A Study on the Vibration Frequency of Blasting Excavation in Highly Stressed Rock Masses

Abstract

During blasting excavation in deep-buried tunnels and mines characterized by high in situ stress, the rock vibration is attributed not only to blast loading, but also to dynamic unloading caused by transient release of the in situ stress on excavation faces in the process of rock fragmentation by blasting. Understanding the vibration frequency characteristics under these two excitation sources is of important signification to determine appropriate vibration threshold limits for structure damage in deep-buried opening excavations.

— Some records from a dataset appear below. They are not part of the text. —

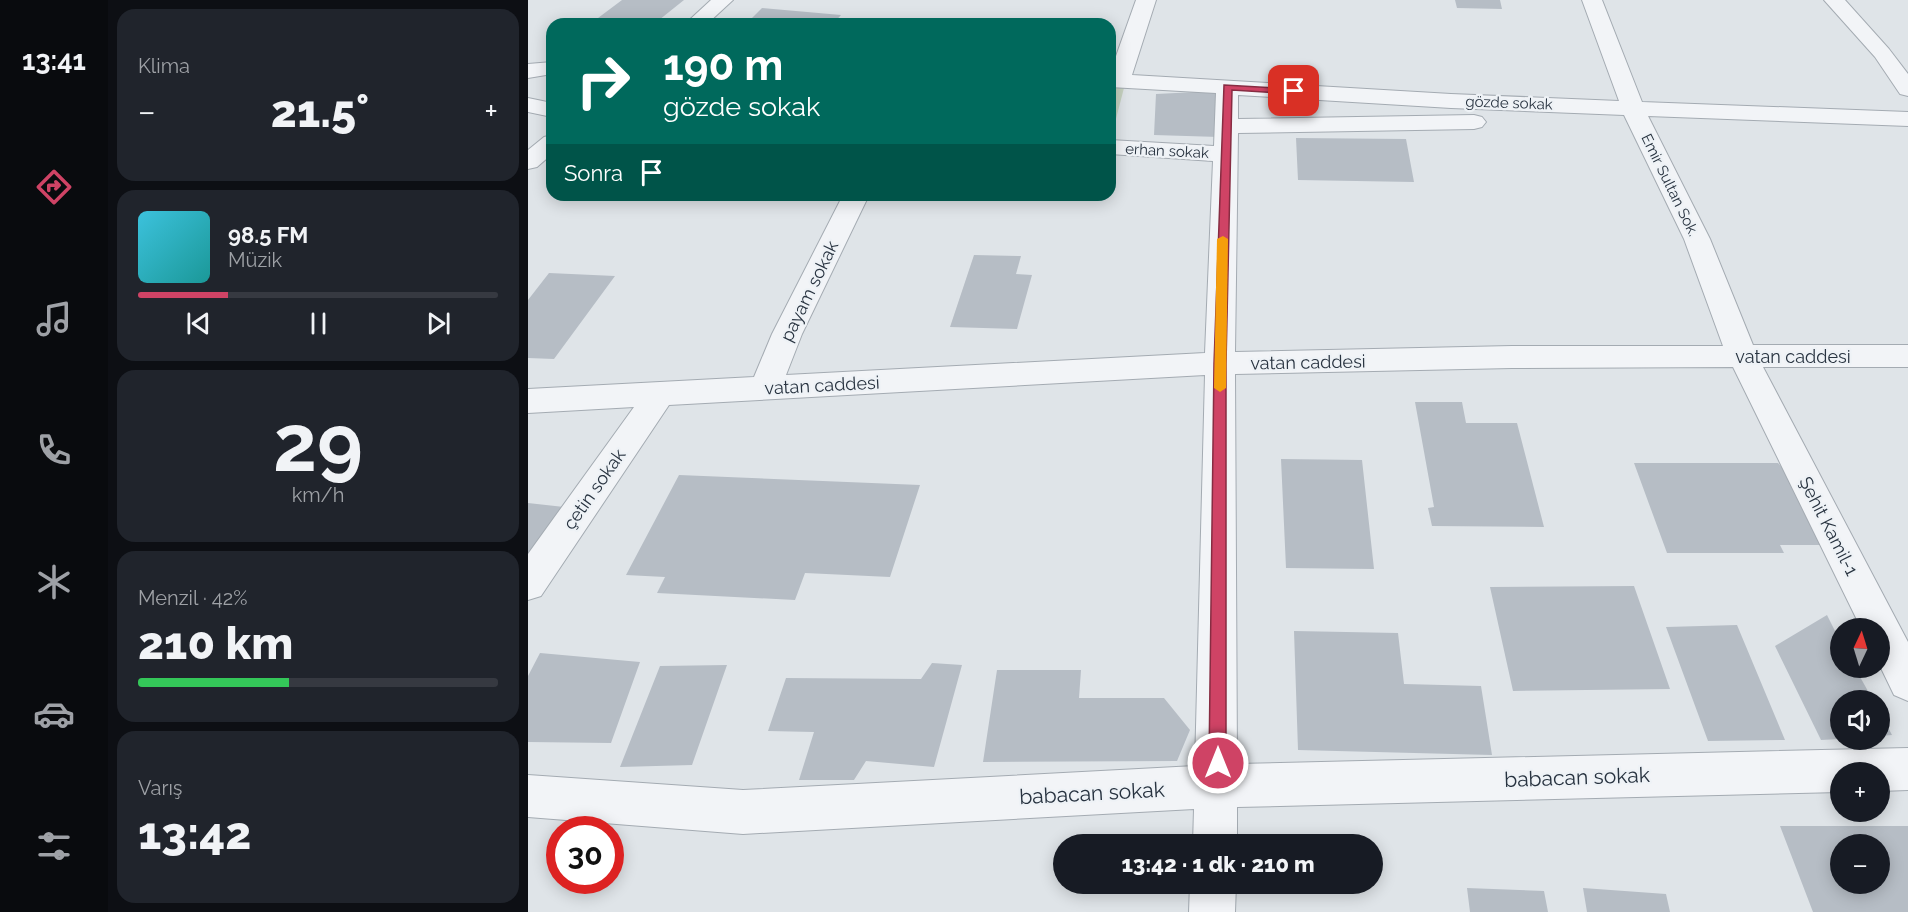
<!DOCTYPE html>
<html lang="tr">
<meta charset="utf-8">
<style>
:root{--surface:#171b24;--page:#20242c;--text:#f1f3f6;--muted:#9ea1a6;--line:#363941;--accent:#cf4365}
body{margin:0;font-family:Raleway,sans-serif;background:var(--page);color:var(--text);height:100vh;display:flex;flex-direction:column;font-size:22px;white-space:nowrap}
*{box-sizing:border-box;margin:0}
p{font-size:20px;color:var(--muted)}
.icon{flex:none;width:33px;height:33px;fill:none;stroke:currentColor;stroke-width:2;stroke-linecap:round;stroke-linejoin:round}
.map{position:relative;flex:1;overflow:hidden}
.side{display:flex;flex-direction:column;gap:9px;padding:9px;background:#0d0f14;width:420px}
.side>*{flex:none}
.hud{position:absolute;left:18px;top:18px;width:570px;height:183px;border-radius:18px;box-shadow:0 3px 15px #0003;background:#00695c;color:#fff;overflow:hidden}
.needle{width:39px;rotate:4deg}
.buttons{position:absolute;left:1302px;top:618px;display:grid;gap:12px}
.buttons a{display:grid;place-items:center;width:60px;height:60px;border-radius:50%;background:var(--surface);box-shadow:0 3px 15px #0003;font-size:30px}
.speed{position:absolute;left:18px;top:816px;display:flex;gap:12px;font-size:30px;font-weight:700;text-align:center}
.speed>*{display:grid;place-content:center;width:78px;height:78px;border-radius:50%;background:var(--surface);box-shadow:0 3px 15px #0003;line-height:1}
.speed .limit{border:9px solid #d22;background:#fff;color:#111}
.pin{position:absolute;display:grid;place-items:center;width:51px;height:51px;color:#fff;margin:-26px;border-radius:12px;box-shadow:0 3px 9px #0006}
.me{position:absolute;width:66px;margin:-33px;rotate:0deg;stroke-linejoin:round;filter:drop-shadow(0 0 4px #0008)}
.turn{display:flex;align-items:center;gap:21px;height:126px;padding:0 18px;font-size:27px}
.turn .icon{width:78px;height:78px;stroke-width:2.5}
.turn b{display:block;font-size:42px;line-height:51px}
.then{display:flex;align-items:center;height:57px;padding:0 18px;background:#0003;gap:12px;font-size:22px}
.big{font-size:45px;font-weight:800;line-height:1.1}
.side .widget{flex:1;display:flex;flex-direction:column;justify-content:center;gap:9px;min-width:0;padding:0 21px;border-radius:18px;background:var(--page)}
.side .dial{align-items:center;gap:0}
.dial b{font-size:78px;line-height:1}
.song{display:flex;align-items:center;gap:18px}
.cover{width:72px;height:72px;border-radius:9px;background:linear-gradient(135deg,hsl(190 70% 55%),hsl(180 70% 35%))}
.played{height:6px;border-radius:3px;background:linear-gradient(90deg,var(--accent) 25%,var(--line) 25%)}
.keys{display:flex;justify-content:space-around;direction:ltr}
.heat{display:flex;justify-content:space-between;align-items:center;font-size:33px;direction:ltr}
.charge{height:9px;border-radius:4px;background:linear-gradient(90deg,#34c759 42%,var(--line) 0)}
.trip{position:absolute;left:525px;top:834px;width:330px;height:60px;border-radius:30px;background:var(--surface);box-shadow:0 3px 15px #0003;font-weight:800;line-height:60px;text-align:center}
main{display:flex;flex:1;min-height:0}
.dock{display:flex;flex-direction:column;width:108px;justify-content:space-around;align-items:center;background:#090b0e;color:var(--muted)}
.dock .icon{width:42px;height:42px}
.dock .current{color:var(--accent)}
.dock b{font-size:27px;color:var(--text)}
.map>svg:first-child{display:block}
</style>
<main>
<nav class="dock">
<b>13:41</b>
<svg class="icon current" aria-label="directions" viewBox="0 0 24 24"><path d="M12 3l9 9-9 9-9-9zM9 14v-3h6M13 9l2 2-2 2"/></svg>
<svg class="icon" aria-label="music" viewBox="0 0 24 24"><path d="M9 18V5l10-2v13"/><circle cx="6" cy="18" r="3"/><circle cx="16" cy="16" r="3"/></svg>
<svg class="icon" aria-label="phone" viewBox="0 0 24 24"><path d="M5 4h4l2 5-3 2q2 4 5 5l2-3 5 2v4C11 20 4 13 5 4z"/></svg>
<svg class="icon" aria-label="climate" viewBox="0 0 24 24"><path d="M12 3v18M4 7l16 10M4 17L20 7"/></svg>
<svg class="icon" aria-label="car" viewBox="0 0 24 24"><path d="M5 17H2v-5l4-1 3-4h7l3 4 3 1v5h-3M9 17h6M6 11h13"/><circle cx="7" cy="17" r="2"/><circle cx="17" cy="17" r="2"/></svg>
<svg class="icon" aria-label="filters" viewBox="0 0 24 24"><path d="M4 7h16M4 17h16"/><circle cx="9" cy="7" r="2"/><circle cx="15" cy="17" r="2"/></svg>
</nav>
<section class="side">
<div class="widget"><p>Klima</p>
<div class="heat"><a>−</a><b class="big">21.5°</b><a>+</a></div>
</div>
<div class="widget">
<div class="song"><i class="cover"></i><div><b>98.5 FM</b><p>Müzik</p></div></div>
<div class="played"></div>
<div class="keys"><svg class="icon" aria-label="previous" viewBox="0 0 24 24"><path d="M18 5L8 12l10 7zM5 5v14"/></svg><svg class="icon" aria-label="pause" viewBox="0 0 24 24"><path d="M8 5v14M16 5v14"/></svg><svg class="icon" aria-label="next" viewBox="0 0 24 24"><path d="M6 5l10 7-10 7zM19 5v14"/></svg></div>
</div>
<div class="widget dial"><b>29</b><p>km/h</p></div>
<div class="widget"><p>Menzil · 42%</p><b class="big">210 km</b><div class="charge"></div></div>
<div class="widget"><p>Varış</p><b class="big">13:42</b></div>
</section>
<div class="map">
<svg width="1380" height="912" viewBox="0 0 1380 912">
<rect width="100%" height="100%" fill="#dfe4e8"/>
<path fill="#c6d2c0" d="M582,88H596L584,134H582Z"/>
<path fill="#b6bdc5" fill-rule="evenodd" d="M94,0H156L126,24H62Z
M927,0H972L974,9L929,8Z
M234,8L313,15L305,24H218Z
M688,91L691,137L626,135L628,94Z
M768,138L878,139L886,182L770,180Z
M446,255L493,256L488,274L504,275L489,329L422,327Z
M21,273L87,276L26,359L0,358V300Z
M887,402H934L938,423H989L1016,527L904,526L900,508L906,507Z
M753,459L834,460L846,569L758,568Z
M1106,463H1250L1264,479L1297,545H1252L1256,553H1139Z
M151,475L392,485L362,577L277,573L267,600L129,593L137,577L98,575Z
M0,503L45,508L0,573Z
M1106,586L1142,689L985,691L962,587Z
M1299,615L1312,641V668H1327L1345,700H1312V739L1293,740L1247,646Z
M1209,625L1257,740L1180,741L1138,627Z
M766,631L870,633L876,684L953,686L964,755L770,750Z
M12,653L112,662L83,743L0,742V676Z
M404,663L434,665L406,767L338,761L326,780H271L286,732L240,731L258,678L393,679Z
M199,665L164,765L92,767L132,666Z
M469,670H553L551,698H636L662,730L649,761L455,762Z
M1352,712L1364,735L1352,736Z
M1252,826H1380V912H1285ZM1312,844H1352V884H1312Z
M939,888L1016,891L1020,912H942Z
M1055,888L1138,894L1142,912H1059Z"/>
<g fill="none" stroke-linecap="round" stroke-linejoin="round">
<defs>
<path id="minor" d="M183,0H205L179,24H157Z
M608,0H628L604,75L923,94L1091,101L1054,0H1074L1114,102L1380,112V126L1120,116L1182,239L1225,345H1380V367H1235L1380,642V701L1366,695L1352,666V628H1333L1205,367L984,368L707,374L709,764L1380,748V790L1352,791V772H1312V792L709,807V844H665L666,809L215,834L0,817V775L215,790L667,766L677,375L141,405L13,596L0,600V554L106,407L0,413V389L226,377L244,334L315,195H341L274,334L258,375L677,353L685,161L582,154V140L686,146L688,93L582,87V73ZM710,95L923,108L1096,115L1156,239L1195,346H984L707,352L710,133L946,129L954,127L958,122L954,117L946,115L710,119Z
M1296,0H1317L1361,49L1380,74V96L1372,94L1347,57Z
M24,62V74L0,78V64Z
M0,98L24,103V117L0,112Z
M24,135V154L9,167L0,169V150L16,137Z
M662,884H708L707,912H661Z"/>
</defs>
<use href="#minor" stroke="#a4abb2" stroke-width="2"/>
<use href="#minor" fill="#f2f4f7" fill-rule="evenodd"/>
</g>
<path fill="#cf4365" stroke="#872c42" stroke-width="1.5" d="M696,85L766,89L771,91L766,94L704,90L698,364V763L696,769L690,772L684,769L681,763L686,364Z"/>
<path fill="#f59e0b" d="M695,236L700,239L698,388L692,392L686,388L689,239Z"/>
<g text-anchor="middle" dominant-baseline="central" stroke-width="4.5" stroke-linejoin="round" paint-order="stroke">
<g font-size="15" fill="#283340" stroke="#eef2f6">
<text transform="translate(981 103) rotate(2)">gözde sokak</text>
<text transform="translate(639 151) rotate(3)">erhan sokak</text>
<text transform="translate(1142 185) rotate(64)">Emir Sultan Sok.</text>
</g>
<g font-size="18" fill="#283340" stroke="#eef2f6">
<text transform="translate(281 291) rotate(-64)">payam sokak</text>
<text x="1265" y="356">vatan caddesi</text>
<text transform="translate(780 362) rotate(-1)">vatan caddesi</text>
<text transform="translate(294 385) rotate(-3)">vatan caddesi</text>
<text transform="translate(66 489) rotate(-55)">çetin sokak</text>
<text transform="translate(1301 526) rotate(63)">Şehit Kamil-1</text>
</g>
<g font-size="21" fill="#283340" stroke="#eef2f6">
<text transform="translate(1049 777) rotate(-2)">babacan sokak</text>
<text transform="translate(564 793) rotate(-3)">babacan sokak</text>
</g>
</g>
</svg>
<div class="buttons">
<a><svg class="needle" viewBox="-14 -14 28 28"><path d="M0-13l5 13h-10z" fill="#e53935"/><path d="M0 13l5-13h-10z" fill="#9ea1a6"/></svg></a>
<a><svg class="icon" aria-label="sound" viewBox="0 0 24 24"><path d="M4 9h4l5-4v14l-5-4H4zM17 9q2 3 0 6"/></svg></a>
<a>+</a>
<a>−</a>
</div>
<div class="speed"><div class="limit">30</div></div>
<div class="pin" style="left:766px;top:91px;background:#d93025"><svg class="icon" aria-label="arrive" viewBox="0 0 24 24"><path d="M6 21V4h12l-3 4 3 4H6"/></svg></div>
<svg class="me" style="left:690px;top:763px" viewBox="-20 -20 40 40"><circle r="17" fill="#cf4365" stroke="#fff" stroke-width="3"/><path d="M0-11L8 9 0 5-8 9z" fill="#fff"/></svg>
<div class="trip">13:42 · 1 dk · 210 m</div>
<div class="hud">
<div class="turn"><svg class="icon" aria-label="right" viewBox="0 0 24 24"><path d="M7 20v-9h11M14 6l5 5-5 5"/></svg><div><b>190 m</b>gözde sokak</div></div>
<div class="then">Sonra<svg class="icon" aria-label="arrive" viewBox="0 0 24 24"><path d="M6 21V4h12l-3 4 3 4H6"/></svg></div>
</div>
</div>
</main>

With a theoretical model developed for a deep-buried circular tunnel excavation by the millisecond delay blasting sequence, frequency characteristics and their influence factors are investigated and discussed for the vibrations induced by the blast loading, the dynamic unloading and the combined effects, respectively. The results show that the rising time of blast loading, the duration of dynamic unloading and the dimension of excavation boundaries are the main factors that affect the vibration frequency of blasting excavation in highly stressed rock masses. It is found that, the blast loading with a much shorter rising time accentuates higher vibration frequency than the dynamic unloading with a long duration, and it causes the blast loading vibration to be more readily attenuated as the propagation distance increases. Thus, the unloading vibration may become the main vibration component at far distances where its low-frequency vibration may exceed the vibration limits. The vibration induced by the combined effects has two distinctly dominant frequency bands corresponding to the two vibration excitation sources. The frequency analyses of the vibration records from two underground projects excavated by blasting are presented to demonstrate this finding. The findings of this study also clearly reveal that, reducing the dimension of excavation boundaries is one of the most effective means to prevent the vibrational damage to structures as it increases the vibration frequency and meanwhile reduces the peak particle velocity.